▶ _Task instructions_
Skipping the images, transcribe each record below as it is.

[Source records]
☆ ☆ ☆ ☆

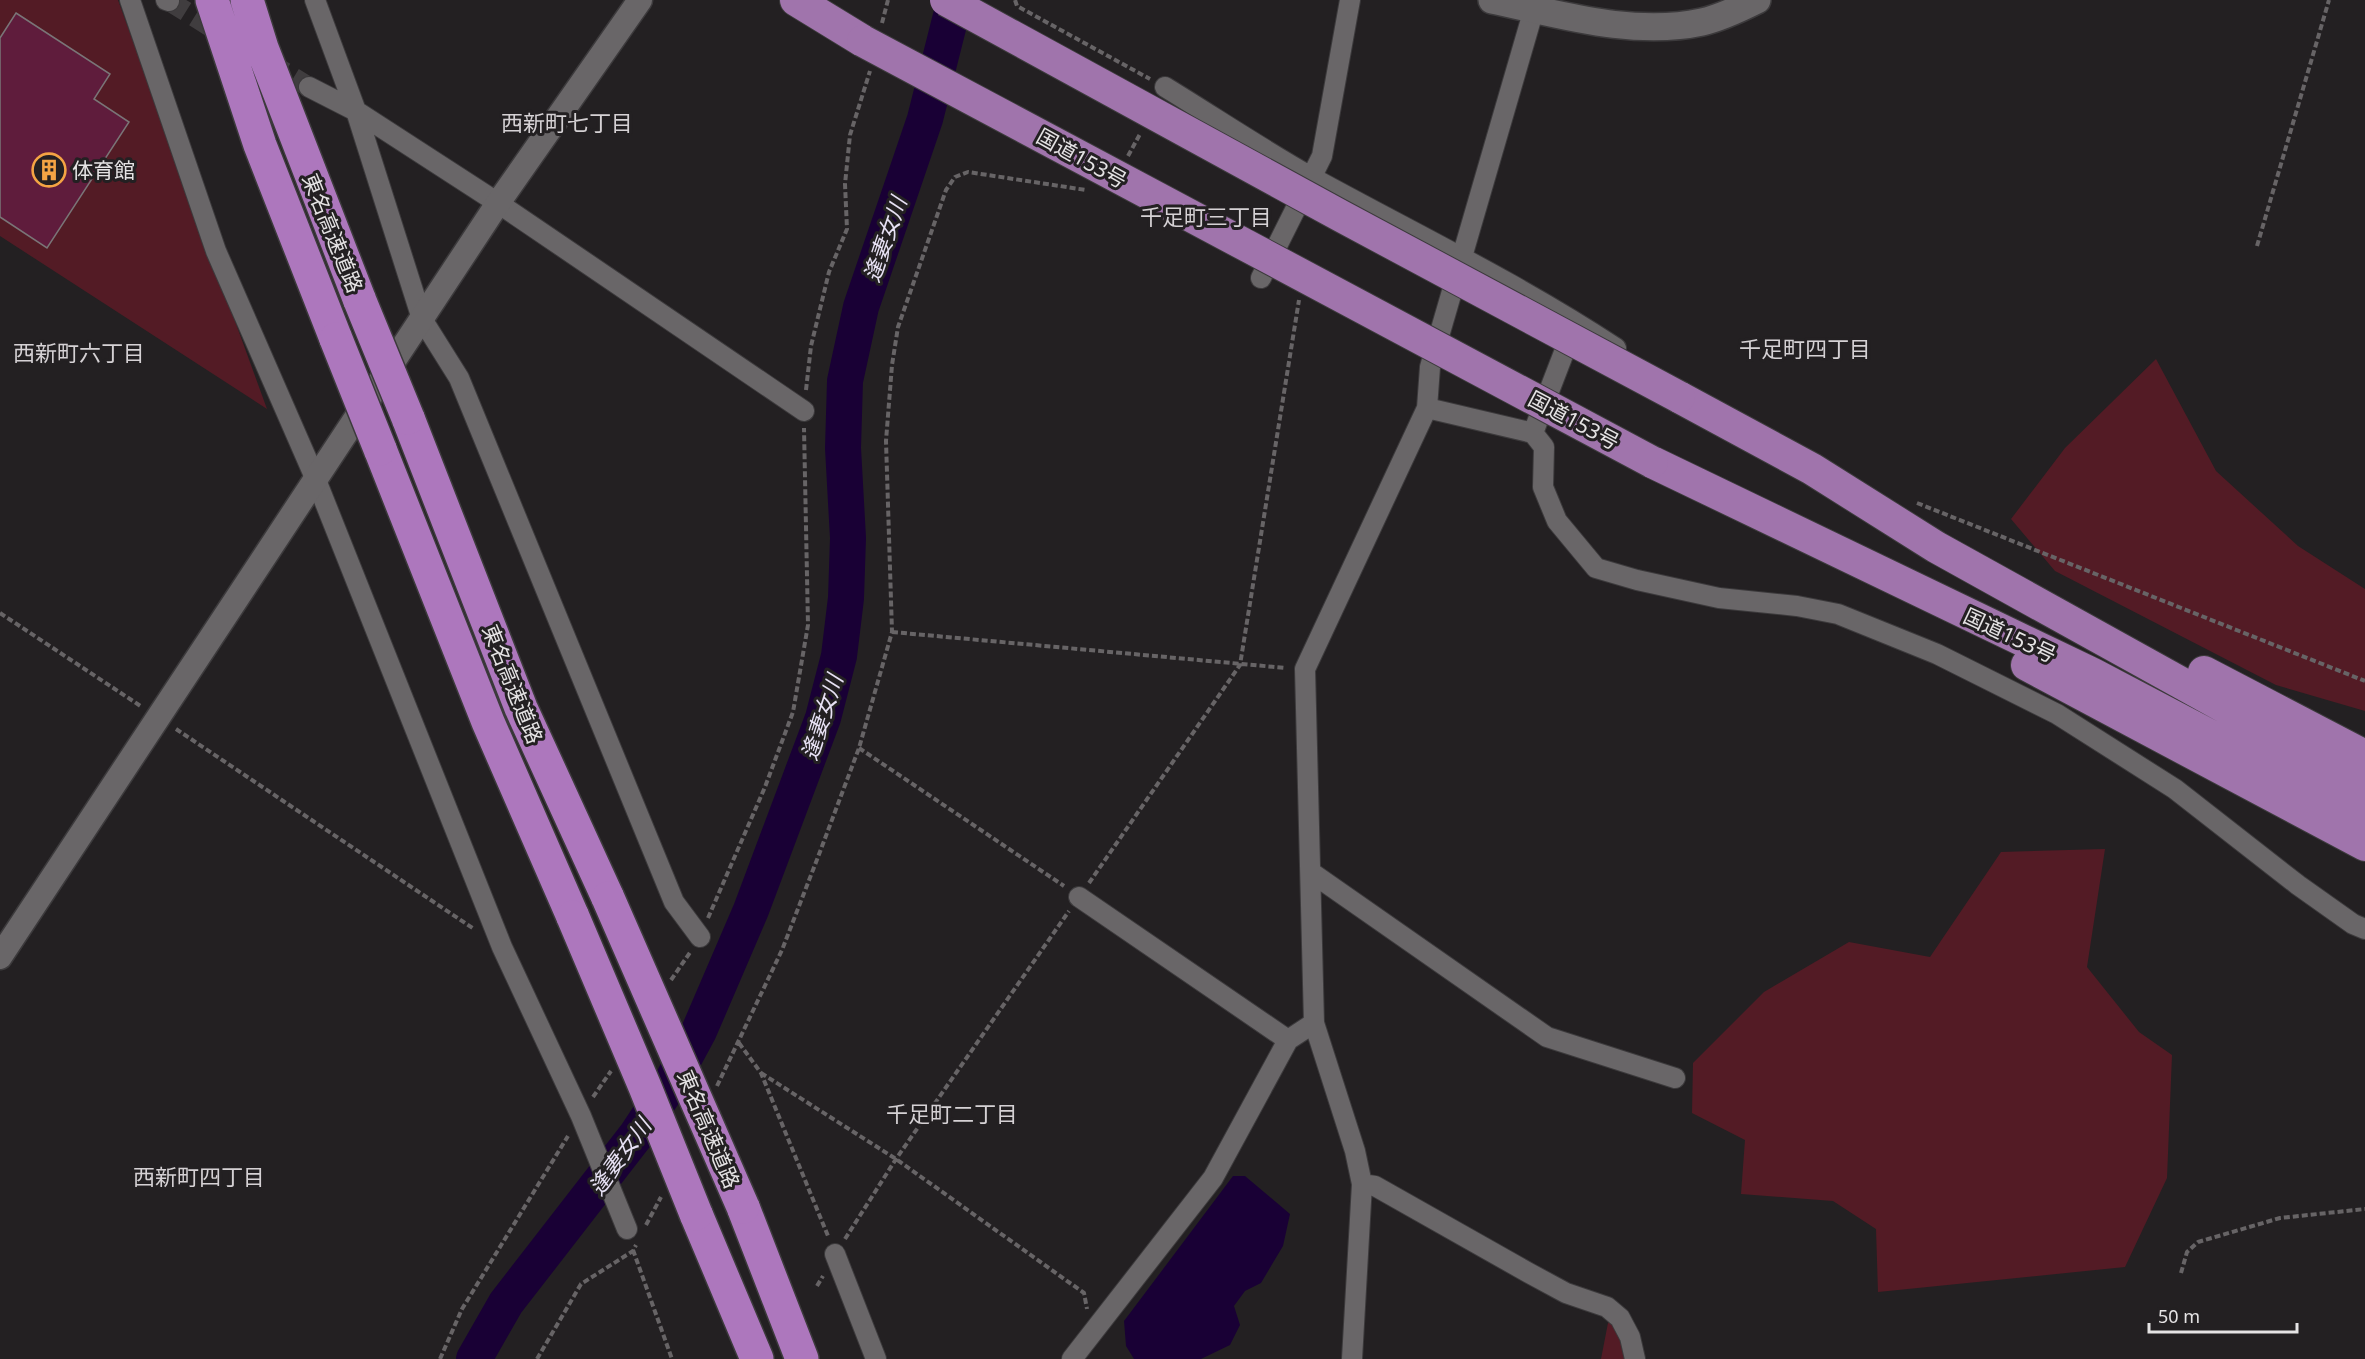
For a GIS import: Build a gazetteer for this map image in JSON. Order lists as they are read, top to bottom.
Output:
{
  "streets": {
    "highway": ["国道153号", "東名高速道路"]
  },
  "districts": [
    "西新町七丁目",
    "千足町三丁目",
    "千足町四丁目",
    "西新町六丁目",
    "千足町二丁目",
    "西新町四丁目"
  ],
  "water": ["逢妻女川"],
  "places": {
    "building": ["体育館"]
  },
  "scale_bar": "50 m"
}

☆ ☆ ☆ ☆

▶ _Output_
For a GIS import: Build a gazetteer for this map image in JSON. Order lists as they are read, top to bottom.
Output:
{
  "streets": {
    "highway": ["国道153号", "東名高速道路"]
  },
  "districts": [
    "西新町七丁目",
    "千足町三丁目",
    "千足町四丁目",
    "西新町六丁目",
    "千足町二丁目",
    "西新町四丁目"
  ],
  "water": ["逢妻女川"],
  "places": {
    "building": ["体育館"]
  },
  "scale_bar": "50 m"
}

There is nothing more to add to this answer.